Multi-contextual data fusion with AI agents for vehicle recommendation
Recommender Systems, Automotive Sector, Large Language Models (LLMs), AI Agents, Data Fusion.
The evolution of recommendation systems has been reshaping statistical approaches into cognitive models based on Large Language Models (LLMs), aiming to process the complexity of human reasoning. In the automotive sector, this migration is challenging because the decision-making process entails a high cognitive load and requires synthesizing heterogeneous variables, ranging from subjective preferences to technical safety indicators.
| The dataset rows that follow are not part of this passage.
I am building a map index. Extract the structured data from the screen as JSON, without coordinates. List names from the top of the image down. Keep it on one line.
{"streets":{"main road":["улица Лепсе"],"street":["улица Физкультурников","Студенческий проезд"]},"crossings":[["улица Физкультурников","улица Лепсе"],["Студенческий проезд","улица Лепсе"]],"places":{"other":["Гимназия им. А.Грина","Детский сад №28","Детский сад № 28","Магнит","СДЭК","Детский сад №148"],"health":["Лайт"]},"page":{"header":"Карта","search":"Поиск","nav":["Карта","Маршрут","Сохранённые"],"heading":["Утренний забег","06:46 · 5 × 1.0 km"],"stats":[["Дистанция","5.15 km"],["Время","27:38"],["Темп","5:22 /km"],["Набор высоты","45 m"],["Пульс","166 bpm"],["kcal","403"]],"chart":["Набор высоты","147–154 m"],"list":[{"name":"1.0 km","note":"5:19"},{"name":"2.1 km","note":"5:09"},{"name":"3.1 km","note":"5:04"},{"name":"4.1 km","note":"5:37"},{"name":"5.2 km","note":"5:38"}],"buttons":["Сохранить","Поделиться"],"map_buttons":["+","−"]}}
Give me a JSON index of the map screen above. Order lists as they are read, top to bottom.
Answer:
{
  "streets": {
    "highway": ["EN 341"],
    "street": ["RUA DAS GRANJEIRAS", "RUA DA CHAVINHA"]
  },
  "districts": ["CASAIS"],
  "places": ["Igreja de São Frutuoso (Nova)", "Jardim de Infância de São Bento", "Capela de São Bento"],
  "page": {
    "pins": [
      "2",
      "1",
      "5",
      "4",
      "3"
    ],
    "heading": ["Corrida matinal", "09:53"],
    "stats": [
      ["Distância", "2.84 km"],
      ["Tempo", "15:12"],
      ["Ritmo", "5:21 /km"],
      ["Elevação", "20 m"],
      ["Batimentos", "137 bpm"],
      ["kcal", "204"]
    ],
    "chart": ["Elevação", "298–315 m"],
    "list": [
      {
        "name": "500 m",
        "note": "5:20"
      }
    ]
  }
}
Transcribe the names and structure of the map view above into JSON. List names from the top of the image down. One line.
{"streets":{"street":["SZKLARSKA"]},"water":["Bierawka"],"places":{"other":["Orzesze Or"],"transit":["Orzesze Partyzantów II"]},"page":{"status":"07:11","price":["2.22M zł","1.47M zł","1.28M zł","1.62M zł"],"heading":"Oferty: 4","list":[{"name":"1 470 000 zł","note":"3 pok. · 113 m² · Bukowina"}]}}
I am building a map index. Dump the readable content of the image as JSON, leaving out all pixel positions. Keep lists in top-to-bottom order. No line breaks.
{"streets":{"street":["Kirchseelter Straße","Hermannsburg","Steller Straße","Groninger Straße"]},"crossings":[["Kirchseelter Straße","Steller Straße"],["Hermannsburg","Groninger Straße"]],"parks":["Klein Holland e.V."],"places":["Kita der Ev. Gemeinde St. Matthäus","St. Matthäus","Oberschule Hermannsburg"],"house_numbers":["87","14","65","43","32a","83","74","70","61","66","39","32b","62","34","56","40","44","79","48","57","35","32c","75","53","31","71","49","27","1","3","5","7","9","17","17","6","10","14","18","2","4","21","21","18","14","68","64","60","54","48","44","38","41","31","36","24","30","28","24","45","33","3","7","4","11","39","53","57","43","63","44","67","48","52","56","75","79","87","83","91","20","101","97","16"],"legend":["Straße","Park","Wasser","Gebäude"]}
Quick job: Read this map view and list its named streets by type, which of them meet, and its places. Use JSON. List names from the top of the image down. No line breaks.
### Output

The impasse lies in the trade-off between deep reasoning and operational efficiency, as the computational increase raises latency and costs without clear evidence of qualitative gains. Thus, this work evaluates the efficacy of an architecture based on Artificial Intelligence agents and LangGraph for personalized vehicle recommendation, grounded in the fusion of multi-contextual data. The methodology consisted of developing an agent that integrates three distinct databases (user profile, technical performance, and claims history). The evaluation was performed using local models (4B to 70B parameters) and commercial APIs, using ablation techniques to measure the impact of each component via latency and cost-per-token metrics. Partial results highlight that, although models with deep reasoning capabilities present a higher density of output tokens, there is a qualitative gain in recommendations when compared to conventional models.